You may not _want _to use a/az at all, but native speakers do use it ... I suppose you have read all the answers, so only shortly: _Qual è *il* suo nome? _(_Mi *a* neve?_ in Italian); _This is* the* house of mine_ (_Ez *az* én házam_ in English); etc ... I.e. the usage of the definite article,  even if the "owner of the possession is obvious", is quite common in many languages. I'd say that the reason lies in the _grammaticalization _of the category of the article (as such), but this would be rather a topic/question for the EHL forum.  





> ... Is this the same a/az or something more different?


This is simply the "same" definite article (as far as I have understood your question correctly...)


----------



## Zsanna

The use of the definite article is usually rather complex (e.g. in English just as well as in Hungarian), I don't think we could explain all the ins and outs of it here. (Only specific examples.)
Your examples (Mi a neve? Az én férjem...) - I would think - are "classical examples" for cases that you have to memorize as such. Not much point in looking for a reason. 
It is true that in English the possesive pronoun in itself is sufficient as a determinant but obviously it is not the case in Hungarian. (Neither it is in Italian, as francis showed above.)
In my own experience, I've found that unless you are prepared to study linguistics (as opposed to "just" the language itself) the question "why" is not a good one...

Later on, you'll meet cases when the use of the definite article (still involving the possessive) is optional (albeit with a difference in the meaning in some cases) and then it will be really worth seeing what the expression means with and without the article.

However, there are some guidelines in the Nyelvművelő Kéziszótár (first 6 pages!) that can be downloaded from the net. (I give the link for it but it is in pdf so I'm not sure you'll be able to read it.)

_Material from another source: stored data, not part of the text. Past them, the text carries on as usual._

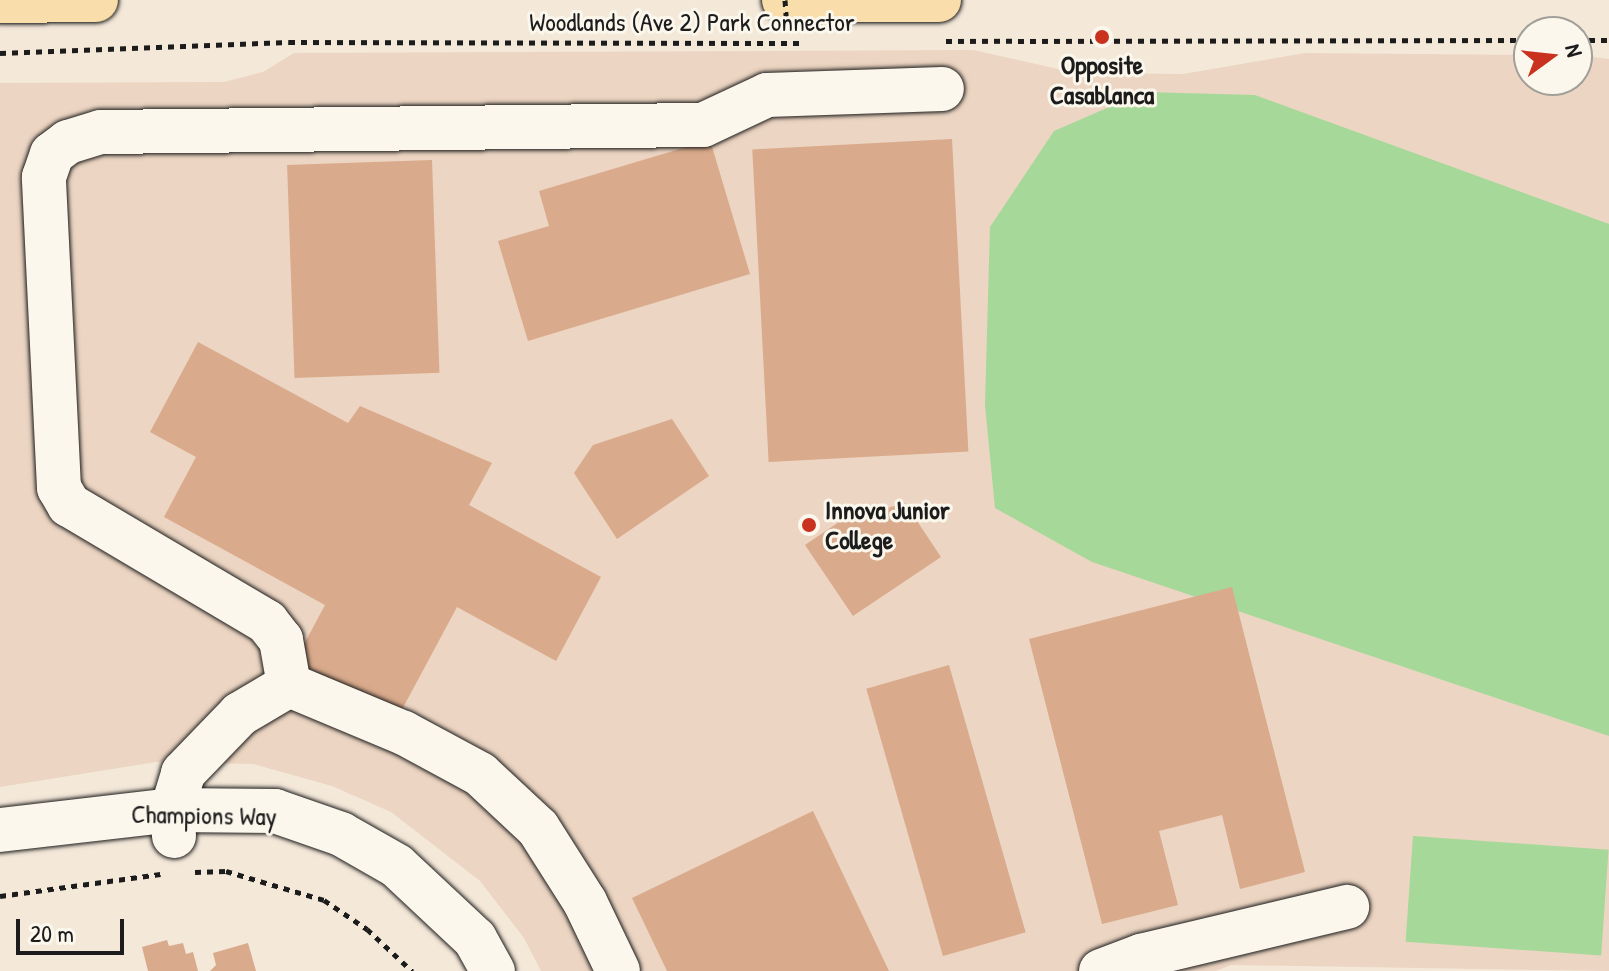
<!DOCTYPE html>
<html>
<head>
<meta charset="utf-8">
<style>
  body { margin:0 }
  #map { position:relative; width:1609px; height:971px; overflow:hidden; background:#f4e8d9; font-family:"Patrick Hand",sans-serif }
  div>[style] { position:absolute }
  [style*='--x'] { left:calc(var(--x)*1px); top:calc(var(--y)*1px); width:calc(var(--w)*1px); rotate:calc(var(--a)*1deg) }
  .built>* { inset:0; background:#ecd5c2 }
  .green>* { inset:0; background:#a6d899; transform-origin:0 0 }
  .building>* { inset:0; background:#d9aa8b; transform-origin:0 0 }
  .path>* { height:5px; margin-top:-2.5px; transform-origin:0; background:repeating-linear-gradient(90deg,#1c1c1c 0 6px,transparent 0 12px) }
  .roads { filter:drop-shadow(0 0 2px #1c1c1c) drop-shadow(0 0 2px #1c1c1c) }
  .minor>* { height:44px; margin:-22px; padding:0 22px; transform-origin:22px; border-radius:22px; background:#fbf7ec }
  .major>* { height:44px; margin:-22px; padding:0 22px; transform-origin:22px; border-radius:22px; background:#f9deab }
  .path-bridge>* { height:5px; margin-top:-2.5px; transform-origin:0; background:repeating-linear-gradient(90deg,#1c1c1c 0 6px,transparent 0 12px) }
  .dots>* { width:22px; height:22px; translate:-50% -50%; box-sizing:border-box; border:4px solid #fbf7ec; border-radius:50% }
  span { translate:-50% -50%; white-space:nowrap; text-align:center; line-height:1.15; -webkit-text-stroke:6px #fbf7ec; paint-order:stroke }
  .street-label { font-size:26px; color:#1c1c1c }
  .poi-label { font-size:26px; color:#1c1c1c; font-weight:700 }
  .left { translate:0 -50%; text-align:left }
  .north { position:absolute; left:1513px; top:16px; width:80px; height:80px; box-sizing:border-box; background:#fbf7ec; border:2px solid #a29f99; border-radius:50%; rotate:75deg; font-size:22px; font-weight:700; line-height:32px; text-align:center; color:#1c1c1c }
  .north::after { content:''; display:block; margin:auto; width:28px; height:36px; background:#c8321e; clip-path:polygon(50% 0,100% 100%,50% 72%,0 100%) }
  .scale { position:absolute; left:16px; top:919px; width:108px; height:36px; box-sizing:border-box; border:4px solid #1c1c1c; border-top:0; padding-left:10px; font-size:24px; line-height:28px; white-space:nowrap; color:#1c1c1c; -webkit-text-stroke:6px #fbf7ec; paint-order:stroke }
</style>
</head>
<body>
<div id="map">
  <div class="built">
    <i style="clip-path:polygon(973px 50px,1076px 73px,1183px 74px,1305px 53px,1529px 55px,1529px 80px,1577px 80px,1577px 55px,1609px 59px,1609px 971px,1231px 965px,1216px 971px,541px 971px,524px 938px,480px 881px,391px 812px,332px 786px,253px 764px,156px 762px,0 787px,0 83px,224px 82px,263px 72px,294px 53px)"></i>
  </div>
  <div class="green">
    <i style="clip-path:polygon(1144px 92px,1255px 95px,1609px 224px,1609px 736px,1092px 562px,995px 508px,985px 405px,990px 227px,1054px 131px)"></i>
    <i style="left:1413px;top:836px;width:196px;height:106px;rotate:4deg"></i>
  </div>
  <div class="building">
    <i style="left:952px;top:139px;width:313px;height:200px;rotate:87deg"></i>
    <i style="clip-path:polygon(710px 140px,750px 274px,528px 341px,498px 241px,549px 226px,539px 191px)"></i>
    <i style="left:432px;top:160px;width:213px;height:145px;rotate:88deg"></i>
    <i style="clip-path:polygon(198px 342px,348px 423px,360px 406px,492px 463px,469px 505px,601px 577px,556px 661px,457px 607px,398px 717px,295px 661px,325px 605px,164px 517px,196px 457px,150px 432px)"></i>
    <i style="clip-path:polygon(672px 419px,709px 476px,617px 539px,574px 473px,593px 445px)"></i>
    <i style="clip-path:polygon(905px 503px,941px 557px,853px 616px,805px 545px,839px 522px)"></i>
    <i style="clip-path:polygon(1232px 587px,1305px 872px,1240px 889px,1222px 815px,1159px 831px,1178px 905px,1102px 924px,1029px 639px)"></i>
    <i style="left:949px;top:665px;width:278px;height:86px;rotate:74deg"></i>
    <i style="clip-path:polygon(813px 811px,889px 971px,667px 971px,632px 898px)"></i>
    <i style="clip-path:polygon(167px 940px,169px 946px,183px 943px,186px 954px,193px 952px,198px 971px,148px 971px,142px 947px)"></i>
    <i style="clip-path:polygon(248px 943px,256px 971px,210px 971px,216px 965px,213px 953px)"></i>
  </div>
  <div class="path">
    <i style="--x:1577;--y:40;--w:32;--a:0"></i>
    <i style="--x:946;--y:41;--w:583;--a:-0.1"></i>
    <i style="--x:0;--y:53;--w:289;--a:-2.2"></i>
    <i style="--x:289;--y:42;--w:511;--a:0.11"></i>
    <i style="--x:195;--y:872;--w:31;--a:-2"></i>
    <i style="--x:226;--y:871;--w:102;--a:16.5"></i>
    <i style="--x:324;--y:900;--w:52;--a:34"></i>
    <i style="--x:367;--y:929;--w:62;--a:43"></i>
    <i style="--x:0;--y:896;--w:162;--a:-7.8"></i>
  </div>
  <div class="roads">
    <div class="minor">
      <i style="--x:289;--y:685;--w:46;--a:-100.1"></i>
      <i style="--x:281;--y:640;--w:23;--a:-128"></i>
      <i style="--x:267;--y:622;--w:230;--a:-149.4"></i>
      <i style="--x:69;--y:505;--w:20;--a:-120"></i>
      <i style="--x:59;--y:488;--w:311;--a:-92.8"></i>
      <i style="--x:44;--y:177;--w:24;--a:-71"></i>
      <i style="--x:52;--y:154;--w:20;--a:-37"></i>
      <i style="--x:68;--y:142;--w:34;--a:-17"></i>
      <i style="--x:101;--y:132;--w:602;--a:-0.67"></i>
      <i style="--x:703;--y:125;--w:71;--a:-25.1"></i>
      <i style="--x:767;--y:95;--w:175;--a:-2"></i>
      <i style="--x:0;--y:830;--w:173;--a:-6.6"></i>
      <i style="--x:172;--y:810;--w:103;--a:0.6"></i>
      <i style="--x:275;--y:811;--w:70;--a:19.2"></i>
      <i style="--x:341;--y:834;--w:64;--a:29.7"></i>
      <i style="--x:397;--y:866;--w:107;--a:43.1"></i>
      <i style="--x:475;--y:939;--w:37;--a:61"></i>
      <i style="--x:174;--y:836;--w:26;--a:-94"></i>
      <i style="--x:172;--y:810;--w:39;--a:-73"></i>
      <i style="--x:183;--y:773;--w:82;--a:-46"></i>
      <i style="--x:240;--y:714;--w:57;--a:-30.6"></i>
      <i style="--x:289;--y:685;--w:125;--a:22.7"></i>
      <i style="--x:404;--y:733;--w:86;--a:28.3"></i>
      <i style="--x:480;--y:774;--w:79;--a:43"></i>
      <i style="--x:538;--y:828;--w:88;--a:57.6"></i>
      <i style="--x:585;--y:902;--w:76;--a:64.4"></i>
      <i style="--x:1101;--y:971;--w:43;--a:-20.6"></i>
      <i style="--x:1141;--y:956;--w:212;--a:-13.4"></i>
    </div>
    <div class="major">
      <i style="--x:784;--y:0;--w:155;--a:0"></i>
      <i style="--x:0;--y:1;--w:96;--a:-0.6"></i>
    </div>
  </div>
  <div class="path-bridge">
    <i style="--x:785;--y:0;--w:32;--a:86"></i>
  </div>
  <div class="dots">
    <i style="left:1102px;top:37px;background:#c8321e"></i>
    <i style="left:809px;top:525px;background:#c8321e"></i>
  </div>
  <div class="street-label">
    <span style="left:692px;top:22px">Woodlands (Ave 2) Park Connector</span>
    <span style="left:204px;top:815px;rotate:1deg">Champions Way</span>
  </div>
  <div class="poi-label">
    <span style="left:1102px;top:80px">Opposite<br>Casablanca</span>
    <span class="left" style="left:825px;top:525px">Innova Junior<br>College</span>
  </div>
  <div class="north">N</div>
  <div class="scale">20 m</div>
</div>
</body>
</html>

P.S. Yes, pdf links don't work here.


----------



## uress

franknagy said:


> "*Az* *az* azték város, Tenochtitlan, *azaz* a mai Mexikóváros egy tóra épült."



Az "Azaz az az azték város..." mondatod nagyon jó  (=Your sentence is very good.)


----------



## MosoMasa

Indeed, although it does not help greatly finding out why and where you need the definite article in Hungarian.


----------